> **TASK OBJECTIVE**
Look through the entries below and count the lines with "search" in them; the reply is the number alone.

======== INFORMATION PROVIDED ========

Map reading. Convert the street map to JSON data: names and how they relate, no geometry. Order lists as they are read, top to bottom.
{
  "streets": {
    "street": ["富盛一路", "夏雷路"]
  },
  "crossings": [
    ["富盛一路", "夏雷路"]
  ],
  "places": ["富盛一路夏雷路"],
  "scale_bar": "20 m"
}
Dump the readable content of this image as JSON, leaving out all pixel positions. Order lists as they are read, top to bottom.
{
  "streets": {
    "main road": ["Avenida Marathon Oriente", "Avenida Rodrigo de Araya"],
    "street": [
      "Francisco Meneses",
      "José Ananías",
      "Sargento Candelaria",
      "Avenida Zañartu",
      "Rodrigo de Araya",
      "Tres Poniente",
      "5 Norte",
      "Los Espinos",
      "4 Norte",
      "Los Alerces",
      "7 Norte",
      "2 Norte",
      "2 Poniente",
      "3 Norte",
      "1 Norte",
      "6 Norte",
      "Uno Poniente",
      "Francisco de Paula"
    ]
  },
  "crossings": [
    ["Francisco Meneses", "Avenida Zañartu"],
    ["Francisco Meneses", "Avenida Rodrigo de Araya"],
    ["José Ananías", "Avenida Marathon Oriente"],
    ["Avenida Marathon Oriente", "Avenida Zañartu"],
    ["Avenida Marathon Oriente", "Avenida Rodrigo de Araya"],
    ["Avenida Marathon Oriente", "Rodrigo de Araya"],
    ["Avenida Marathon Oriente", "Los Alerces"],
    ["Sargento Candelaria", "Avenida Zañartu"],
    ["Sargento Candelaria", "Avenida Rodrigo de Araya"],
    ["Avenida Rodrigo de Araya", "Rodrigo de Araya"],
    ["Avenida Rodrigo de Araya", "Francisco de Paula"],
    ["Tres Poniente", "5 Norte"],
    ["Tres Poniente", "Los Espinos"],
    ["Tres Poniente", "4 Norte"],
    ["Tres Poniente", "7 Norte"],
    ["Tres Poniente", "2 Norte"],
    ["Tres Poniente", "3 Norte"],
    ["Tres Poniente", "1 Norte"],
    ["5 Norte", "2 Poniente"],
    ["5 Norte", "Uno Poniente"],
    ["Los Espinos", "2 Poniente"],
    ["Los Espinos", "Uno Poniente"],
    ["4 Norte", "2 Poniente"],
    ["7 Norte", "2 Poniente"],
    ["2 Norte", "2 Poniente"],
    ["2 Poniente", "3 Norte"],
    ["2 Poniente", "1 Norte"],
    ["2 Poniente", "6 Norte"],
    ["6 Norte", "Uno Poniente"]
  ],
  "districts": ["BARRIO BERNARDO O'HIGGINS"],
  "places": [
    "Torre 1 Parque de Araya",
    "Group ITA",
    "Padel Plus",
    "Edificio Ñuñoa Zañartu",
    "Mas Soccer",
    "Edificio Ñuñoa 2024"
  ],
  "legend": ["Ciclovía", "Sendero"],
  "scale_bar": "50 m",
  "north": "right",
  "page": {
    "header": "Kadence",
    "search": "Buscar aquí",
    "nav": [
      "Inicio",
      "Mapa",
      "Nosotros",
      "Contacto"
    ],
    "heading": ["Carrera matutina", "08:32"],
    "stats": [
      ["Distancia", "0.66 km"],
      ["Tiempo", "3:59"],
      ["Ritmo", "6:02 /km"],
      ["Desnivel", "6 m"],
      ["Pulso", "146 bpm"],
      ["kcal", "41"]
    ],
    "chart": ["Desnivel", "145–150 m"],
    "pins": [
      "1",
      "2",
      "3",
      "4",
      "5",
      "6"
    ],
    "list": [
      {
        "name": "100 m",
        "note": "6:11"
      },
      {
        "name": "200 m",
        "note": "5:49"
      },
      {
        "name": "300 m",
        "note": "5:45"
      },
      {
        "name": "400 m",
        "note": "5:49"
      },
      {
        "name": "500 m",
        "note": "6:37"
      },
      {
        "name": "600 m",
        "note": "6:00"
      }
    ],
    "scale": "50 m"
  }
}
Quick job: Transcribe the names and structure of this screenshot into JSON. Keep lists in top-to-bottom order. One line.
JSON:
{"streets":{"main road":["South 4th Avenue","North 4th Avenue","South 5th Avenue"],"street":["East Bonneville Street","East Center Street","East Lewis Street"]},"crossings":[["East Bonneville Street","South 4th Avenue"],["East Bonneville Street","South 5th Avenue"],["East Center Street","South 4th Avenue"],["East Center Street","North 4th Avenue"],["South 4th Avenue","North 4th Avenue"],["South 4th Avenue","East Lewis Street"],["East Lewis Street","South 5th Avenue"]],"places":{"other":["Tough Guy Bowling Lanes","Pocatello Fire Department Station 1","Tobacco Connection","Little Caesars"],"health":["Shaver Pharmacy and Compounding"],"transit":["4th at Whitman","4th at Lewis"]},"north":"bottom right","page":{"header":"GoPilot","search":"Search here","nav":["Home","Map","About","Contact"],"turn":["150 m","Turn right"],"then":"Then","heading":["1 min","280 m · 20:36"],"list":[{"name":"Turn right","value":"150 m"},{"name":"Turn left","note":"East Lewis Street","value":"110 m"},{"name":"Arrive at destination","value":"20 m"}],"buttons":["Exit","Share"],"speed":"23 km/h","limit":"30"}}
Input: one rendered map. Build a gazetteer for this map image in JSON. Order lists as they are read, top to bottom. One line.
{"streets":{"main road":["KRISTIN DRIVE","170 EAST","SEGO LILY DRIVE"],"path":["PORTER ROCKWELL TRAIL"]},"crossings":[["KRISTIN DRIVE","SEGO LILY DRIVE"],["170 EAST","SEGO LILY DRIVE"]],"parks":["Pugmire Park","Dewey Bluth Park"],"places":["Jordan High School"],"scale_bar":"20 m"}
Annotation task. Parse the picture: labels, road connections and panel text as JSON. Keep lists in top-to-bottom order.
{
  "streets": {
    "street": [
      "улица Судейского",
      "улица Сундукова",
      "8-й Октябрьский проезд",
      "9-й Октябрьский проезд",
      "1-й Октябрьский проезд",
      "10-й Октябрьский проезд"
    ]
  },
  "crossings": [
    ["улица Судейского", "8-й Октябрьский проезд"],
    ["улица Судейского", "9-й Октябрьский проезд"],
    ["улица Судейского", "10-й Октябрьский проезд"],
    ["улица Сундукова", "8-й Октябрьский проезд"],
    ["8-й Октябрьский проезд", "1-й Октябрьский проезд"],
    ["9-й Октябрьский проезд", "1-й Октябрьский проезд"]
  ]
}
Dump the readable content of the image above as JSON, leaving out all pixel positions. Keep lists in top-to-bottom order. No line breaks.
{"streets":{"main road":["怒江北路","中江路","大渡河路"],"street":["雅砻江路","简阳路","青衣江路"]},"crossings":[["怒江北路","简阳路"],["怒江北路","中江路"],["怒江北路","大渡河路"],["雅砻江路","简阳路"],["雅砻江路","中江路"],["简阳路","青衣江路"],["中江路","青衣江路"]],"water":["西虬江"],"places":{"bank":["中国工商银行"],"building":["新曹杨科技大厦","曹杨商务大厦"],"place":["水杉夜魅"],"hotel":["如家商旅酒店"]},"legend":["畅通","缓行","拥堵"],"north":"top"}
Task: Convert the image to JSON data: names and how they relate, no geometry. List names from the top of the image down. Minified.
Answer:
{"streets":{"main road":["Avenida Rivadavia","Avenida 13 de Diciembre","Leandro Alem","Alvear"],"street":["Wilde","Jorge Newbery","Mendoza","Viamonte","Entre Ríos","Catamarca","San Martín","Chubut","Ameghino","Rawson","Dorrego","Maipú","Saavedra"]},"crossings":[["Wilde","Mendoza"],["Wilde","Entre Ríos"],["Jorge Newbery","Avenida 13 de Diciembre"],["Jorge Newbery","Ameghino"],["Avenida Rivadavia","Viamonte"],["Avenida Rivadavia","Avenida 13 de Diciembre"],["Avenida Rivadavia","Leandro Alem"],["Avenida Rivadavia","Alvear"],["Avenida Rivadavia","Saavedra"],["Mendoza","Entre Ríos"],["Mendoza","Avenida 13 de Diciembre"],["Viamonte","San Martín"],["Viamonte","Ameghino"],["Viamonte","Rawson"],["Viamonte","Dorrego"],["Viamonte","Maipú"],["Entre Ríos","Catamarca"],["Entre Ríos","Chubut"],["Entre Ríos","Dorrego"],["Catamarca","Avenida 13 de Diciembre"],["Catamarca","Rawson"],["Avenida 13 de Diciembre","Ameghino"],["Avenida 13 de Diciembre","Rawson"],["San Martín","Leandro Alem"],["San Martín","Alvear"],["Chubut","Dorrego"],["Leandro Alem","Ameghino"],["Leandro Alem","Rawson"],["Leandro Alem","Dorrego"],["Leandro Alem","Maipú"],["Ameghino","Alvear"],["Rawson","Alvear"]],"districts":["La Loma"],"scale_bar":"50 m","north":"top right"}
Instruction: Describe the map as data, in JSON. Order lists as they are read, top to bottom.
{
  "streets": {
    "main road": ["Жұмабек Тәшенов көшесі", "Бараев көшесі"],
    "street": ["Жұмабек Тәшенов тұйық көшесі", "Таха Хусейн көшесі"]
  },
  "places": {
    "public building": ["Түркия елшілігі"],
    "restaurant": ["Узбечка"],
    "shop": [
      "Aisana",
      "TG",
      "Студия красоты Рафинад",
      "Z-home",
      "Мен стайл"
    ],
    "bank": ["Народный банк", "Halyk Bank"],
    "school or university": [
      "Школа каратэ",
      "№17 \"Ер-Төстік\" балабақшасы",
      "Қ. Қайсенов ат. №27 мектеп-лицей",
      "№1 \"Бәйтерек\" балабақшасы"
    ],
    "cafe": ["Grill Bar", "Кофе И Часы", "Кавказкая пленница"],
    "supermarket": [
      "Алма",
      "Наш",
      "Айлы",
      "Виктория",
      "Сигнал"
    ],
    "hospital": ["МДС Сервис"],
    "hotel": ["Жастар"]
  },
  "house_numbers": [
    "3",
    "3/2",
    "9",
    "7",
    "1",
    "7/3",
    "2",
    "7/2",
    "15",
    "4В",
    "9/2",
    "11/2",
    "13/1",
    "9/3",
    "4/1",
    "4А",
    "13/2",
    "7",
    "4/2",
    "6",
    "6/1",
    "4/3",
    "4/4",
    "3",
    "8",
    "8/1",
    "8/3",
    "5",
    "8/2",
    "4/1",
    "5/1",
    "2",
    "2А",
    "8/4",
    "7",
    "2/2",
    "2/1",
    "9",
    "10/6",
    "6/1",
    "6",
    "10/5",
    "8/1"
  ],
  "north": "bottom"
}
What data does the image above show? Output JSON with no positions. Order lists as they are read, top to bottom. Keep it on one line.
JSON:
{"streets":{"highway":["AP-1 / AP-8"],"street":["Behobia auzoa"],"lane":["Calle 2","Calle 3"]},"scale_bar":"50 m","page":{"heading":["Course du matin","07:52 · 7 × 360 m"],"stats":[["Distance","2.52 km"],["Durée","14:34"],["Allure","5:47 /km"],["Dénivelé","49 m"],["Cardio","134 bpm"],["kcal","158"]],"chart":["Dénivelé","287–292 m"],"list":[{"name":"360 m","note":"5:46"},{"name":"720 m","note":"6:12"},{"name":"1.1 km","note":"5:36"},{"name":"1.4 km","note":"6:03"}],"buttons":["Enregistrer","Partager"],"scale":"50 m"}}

========

> **PROBLEM SOLUTION**
2